Change is constant. As Heraclitus wisely explained 2,500 years ago: “No man ever steps in the same river twice, for it’s not the same river and he’s not the same man.” Often, replacing aging on-premises applications with Software-as-a-Service (SaaS) alternatives makes sense. Think Oracle CRM vs. Salesforce.com. Go find a head of marketing that wants to replace their Salesforce instance with Oracle CRM. I’ll wait.


Sometimes, there isn’t a suitable cloud alternative to an on-prem app. Or the change management of replacing an on-prem app with a cloud app is not worth tackling quite yet. Or incredibly complex internal workflows are dependent on these on-prem apps. Think Oracle eBusiness Suite. Or Peoplesoft. Or an on-prem instance of JIRA or Confluence.
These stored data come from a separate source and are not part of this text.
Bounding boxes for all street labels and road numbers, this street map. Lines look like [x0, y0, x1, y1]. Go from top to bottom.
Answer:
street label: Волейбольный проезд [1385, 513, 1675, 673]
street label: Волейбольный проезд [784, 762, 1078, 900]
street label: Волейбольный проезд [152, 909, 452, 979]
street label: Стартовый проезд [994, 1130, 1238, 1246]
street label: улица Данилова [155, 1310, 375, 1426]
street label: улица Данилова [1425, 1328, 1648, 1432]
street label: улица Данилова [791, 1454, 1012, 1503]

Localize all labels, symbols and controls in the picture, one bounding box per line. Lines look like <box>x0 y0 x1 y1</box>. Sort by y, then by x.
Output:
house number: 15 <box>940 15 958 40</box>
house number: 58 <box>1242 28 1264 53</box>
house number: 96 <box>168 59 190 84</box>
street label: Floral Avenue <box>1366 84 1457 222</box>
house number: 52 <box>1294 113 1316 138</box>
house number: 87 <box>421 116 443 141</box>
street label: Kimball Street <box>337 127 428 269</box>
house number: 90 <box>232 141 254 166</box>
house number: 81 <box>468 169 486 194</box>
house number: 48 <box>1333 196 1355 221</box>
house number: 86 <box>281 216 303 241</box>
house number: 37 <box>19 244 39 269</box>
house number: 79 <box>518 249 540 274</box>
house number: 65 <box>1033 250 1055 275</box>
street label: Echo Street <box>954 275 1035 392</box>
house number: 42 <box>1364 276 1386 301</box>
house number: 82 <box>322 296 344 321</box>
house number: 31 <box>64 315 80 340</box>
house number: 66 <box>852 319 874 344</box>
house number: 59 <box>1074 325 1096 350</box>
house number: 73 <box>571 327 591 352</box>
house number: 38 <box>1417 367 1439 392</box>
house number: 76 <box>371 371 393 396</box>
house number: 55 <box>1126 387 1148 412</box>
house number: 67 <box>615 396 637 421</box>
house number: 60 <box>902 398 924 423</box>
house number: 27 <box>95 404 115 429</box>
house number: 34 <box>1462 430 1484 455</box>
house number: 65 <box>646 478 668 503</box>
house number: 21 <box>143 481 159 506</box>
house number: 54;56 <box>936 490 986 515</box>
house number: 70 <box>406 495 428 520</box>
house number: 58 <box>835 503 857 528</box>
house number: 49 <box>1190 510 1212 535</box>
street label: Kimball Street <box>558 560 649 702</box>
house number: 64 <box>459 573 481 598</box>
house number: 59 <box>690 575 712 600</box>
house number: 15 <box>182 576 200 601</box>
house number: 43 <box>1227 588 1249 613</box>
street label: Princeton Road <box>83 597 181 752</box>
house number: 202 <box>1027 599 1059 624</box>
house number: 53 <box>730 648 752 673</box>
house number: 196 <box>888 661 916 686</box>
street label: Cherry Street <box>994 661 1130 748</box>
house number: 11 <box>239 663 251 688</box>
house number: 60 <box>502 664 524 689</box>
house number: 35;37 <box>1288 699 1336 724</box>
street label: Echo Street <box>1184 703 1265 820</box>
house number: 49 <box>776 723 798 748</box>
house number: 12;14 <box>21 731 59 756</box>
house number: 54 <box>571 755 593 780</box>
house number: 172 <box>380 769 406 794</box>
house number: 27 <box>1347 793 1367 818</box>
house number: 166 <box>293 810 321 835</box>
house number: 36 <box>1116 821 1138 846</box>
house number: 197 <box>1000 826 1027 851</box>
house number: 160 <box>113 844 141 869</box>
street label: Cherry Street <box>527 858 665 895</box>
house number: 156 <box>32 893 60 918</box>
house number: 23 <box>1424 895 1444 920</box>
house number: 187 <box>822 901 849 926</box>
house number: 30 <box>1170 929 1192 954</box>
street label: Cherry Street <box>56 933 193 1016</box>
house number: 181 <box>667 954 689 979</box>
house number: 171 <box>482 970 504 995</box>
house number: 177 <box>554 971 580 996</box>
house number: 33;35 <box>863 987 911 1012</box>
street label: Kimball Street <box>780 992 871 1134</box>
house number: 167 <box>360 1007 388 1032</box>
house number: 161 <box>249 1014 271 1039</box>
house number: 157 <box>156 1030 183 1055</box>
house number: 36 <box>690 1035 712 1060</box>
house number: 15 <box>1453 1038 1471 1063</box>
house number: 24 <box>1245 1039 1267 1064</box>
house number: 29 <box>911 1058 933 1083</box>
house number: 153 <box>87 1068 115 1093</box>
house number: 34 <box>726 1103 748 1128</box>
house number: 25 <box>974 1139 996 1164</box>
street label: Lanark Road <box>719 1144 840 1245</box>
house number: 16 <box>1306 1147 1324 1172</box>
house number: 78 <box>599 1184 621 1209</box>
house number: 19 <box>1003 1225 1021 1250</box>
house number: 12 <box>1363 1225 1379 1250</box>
If you can’t take some of these apps to the cloud, what if you can take the cloud to them? This philosophy is gaining traction, as seen in developments like Amazon Outposts, where users can run AWS infrastructure on-premises with an integrated hardware rack that runs native AWS or VMware environments to connect to Amazon’s public cloud. The problem with some legacy apps, despite their robust functionality and ..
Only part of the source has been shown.